[YOUR OBJECTIVE] Where a line of the records contains the word "центр", show that line.

*** AVAILABLE DATA Section Begins ***

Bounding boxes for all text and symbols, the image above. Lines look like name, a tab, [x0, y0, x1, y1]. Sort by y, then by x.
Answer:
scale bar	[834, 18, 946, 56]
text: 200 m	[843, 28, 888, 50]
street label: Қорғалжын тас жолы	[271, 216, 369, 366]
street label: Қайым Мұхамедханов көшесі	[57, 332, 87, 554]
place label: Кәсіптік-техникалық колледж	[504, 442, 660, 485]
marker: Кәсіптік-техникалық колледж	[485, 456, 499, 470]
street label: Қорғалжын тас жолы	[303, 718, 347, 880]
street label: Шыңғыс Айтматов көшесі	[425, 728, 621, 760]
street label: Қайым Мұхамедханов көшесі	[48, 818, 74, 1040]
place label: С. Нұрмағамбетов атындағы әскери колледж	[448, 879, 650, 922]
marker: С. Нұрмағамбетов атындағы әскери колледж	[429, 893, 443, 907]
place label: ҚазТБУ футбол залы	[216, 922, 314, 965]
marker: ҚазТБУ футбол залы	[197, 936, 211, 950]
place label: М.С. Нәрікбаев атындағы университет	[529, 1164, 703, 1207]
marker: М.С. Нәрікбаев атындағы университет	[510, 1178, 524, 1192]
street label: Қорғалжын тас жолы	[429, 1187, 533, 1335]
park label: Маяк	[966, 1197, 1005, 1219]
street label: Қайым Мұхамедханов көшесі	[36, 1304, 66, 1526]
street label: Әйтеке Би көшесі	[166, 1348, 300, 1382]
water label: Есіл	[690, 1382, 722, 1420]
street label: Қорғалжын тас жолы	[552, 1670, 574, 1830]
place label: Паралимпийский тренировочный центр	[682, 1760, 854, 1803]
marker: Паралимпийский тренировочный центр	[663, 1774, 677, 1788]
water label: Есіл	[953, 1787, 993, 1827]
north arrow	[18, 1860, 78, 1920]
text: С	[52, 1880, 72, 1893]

*** AVAILABLE DATA Section Ends ***

[ANSWER BELOW]
place label: Паралимпийский тренировочный центр	[682, 1760, 854, 1803]
marker: Паралимпийский тренировочный центр	[663, 1774, 677, 1788]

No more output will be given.